[Dataset items]
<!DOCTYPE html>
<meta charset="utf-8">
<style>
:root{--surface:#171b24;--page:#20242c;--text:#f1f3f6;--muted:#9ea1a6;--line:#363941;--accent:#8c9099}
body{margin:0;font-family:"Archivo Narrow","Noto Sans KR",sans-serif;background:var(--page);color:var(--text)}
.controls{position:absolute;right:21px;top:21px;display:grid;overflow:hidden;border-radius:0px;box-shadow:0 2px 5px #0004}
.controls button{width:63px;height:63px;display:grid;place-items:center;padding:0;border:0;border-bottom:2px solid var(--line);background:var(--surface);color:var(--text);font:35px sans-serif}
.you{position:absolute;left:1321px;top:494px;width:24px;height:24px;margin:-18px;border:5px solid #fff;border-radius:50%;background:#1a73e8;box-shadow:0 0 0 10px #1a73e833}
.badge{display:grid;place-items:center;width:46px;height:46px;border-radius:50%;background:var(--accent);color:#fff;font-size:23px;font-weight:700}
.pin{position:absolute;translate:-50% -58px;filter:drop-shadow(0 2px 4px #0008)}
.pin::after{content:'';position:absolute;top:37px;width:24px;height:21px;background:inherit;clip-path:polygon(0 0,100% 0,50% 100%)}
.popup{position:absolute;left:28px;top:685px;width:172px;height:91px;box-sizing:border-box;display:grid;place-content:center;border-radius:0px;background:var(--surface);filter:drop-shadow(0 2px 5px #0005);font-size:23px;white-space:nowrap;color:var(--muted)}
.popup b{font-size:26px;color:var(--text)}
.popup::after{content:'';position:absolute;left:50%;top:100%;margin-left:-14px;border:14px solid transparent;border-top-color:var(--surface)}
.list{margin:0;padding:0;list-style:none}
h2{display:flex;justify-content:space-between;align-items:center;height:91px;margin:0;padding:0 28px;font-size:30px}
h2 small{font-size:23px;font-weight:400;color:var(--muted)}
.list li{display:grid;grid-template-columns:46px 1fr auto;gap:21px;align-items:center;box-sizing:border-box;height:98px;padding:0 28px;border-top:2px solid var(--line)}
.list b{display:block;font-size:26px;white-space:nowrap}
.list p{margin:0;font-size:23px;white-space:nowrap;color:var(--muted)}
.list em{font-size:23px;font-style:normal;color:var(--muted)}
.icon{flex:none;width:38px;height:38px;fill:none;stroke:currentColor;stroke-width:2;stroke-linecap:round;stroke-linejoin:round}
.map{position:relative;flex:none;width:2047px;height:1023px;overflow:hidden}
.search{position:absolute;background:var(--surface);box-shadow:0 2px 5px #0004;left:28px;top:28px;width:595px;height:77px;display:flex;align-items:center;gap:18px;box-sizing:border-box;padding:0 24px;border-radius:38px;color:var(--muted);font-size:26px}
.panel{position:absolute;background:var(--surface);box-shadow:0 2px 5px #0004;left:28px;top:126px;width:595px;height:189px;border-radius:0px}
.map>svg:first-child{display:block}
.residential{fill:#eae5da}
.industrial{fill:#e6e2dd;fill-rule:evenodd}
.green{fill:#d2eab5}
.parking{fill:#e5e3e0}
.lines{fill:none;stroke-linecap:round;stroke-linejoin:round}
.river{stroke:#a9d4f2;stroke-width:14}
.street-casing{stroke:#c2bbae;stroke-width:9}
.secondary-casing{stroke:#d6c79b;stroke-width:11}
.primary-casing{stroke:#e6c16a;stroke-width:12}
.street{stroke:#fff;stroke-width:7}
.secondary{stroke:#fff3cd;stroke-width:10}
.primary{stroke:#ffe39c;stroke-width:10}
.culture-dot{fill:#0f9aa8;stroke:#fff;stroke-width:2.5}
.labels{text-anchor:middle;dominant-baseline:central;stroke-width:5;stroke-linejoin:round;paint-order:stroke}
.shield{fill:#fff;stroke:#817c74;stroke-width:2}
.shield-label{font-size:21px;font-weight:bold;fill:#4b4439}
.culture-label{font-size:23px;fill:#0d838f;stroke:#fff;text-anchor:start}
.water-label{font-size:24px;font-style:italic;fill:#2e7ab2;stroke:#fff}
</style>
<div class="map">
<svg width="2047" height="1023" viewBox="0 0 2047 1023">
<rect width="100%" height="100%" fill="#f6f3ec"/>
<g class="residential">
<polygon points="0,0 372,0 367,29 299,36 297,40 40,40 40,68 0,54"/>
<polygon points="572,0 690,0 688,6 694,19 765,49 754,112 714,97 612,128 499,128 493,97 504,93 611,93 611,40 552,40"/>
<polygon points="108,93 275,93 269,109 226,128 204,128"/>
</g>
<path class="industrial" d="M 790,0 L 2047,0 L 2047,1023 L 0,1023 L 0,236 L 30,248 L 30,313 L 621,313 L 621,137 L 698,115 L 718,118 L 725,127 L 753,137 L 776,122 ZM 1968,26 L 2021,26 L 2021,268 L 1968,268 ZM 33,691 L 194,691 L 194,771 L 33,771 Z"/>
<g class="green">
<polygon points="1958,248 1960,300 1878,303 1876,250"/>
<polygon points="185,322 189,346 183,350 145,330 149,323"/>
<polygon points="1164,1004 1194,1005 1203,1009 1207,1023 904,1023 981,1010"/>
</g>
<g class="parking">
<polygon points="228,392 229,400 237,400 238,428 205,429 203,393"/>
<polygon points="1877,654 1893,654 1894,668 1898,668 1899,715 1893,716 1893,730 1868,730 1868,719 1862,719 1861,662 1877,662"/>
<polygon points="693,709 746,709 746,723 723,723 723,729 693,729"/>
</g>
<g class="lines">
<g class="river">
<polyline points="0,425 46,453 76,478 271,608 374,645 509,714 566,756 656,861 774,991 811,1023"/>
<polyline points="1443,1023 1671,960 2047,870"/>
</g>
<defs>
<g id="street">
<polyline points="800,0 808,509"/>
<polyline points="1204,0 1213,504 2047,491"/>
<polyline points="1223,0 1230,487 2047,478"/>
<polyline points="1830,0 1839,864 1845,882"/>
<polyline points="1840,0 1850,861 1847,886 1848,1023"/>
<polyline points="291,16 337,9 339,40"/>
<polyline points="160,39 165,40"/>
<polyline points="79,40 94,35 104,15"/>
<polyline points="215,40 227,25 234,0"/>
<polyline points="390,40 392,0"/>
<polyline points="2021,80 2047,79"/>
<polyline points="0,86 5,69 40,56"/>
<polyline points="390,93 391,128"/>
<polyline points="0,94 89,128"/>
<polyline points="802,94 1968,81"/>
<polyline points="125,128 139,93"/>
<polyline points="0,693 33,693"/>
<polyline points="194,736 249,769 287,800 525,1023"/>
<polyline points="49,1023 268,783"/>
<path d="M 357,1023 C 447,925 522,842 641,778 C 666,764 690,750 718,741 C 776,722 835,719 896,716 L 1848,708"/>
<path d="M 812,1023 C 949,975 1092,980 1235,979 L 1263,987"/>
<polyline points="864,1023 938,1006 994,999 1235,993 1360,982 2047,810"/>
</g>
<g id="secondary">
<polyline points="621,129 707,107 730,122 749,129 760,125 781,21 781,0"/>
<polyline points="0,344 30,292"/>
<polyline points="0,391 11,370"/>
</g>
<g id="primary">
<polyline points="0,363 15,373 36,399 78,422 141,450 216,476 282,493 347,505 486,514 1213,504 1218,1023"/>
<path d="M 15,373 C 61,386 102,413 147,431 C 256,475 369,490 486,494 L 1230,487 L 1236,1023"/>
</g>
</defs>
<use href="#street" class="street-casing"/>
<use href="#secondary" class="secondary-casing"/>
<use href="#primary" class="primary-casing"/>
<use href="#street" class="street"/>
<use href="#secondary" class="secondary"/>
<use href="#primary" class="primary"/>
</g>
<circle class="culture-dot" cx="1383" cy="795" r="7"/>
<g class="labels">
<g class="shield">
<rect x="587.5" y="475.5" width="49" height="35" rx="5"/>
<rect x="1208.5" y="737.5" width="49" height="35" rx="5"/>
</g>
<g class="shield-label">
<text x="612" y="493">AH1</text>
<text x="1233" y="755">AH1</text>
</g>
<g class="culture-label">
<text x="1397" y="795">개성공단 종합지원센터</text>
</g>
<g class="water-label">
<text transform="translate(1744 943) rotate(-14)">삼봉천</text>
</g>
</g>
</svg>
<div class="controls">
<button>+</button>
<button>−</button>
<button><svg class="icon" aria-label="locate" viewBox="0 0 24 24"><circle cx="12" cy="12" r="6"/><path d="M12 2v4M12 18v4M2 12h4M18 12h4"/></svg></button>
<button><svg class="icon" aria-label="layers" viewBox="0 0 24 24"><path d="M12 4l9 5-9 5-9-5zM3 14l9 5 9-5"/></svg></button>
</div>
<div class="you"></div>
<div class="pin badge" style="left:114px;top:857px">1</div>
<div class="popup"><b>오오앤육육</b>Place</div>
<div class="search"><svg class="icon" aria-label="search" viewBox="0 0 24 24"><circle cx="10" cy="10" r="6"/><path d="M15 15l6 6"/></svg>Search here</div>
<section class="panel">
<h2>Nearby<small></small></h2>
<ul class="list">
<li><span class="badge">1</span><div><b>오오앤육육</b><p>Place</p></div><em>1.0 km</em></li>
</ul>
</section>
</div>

» **Exercise directions**
For every line above that includes the string "sans", copy the line.

» **Answer space**
body{margin:0;font-family:"Archivo Narrow","Noto Sans KR",sans-serif;background:var(--page);color:var(--text)}
.controls button{width:63px;height:63px;display:grid;place-items:center;padding:0;border:0;border-bottom:2px solid var(--line);background:var(--surface);color:var(--text);font:35px sans-serif}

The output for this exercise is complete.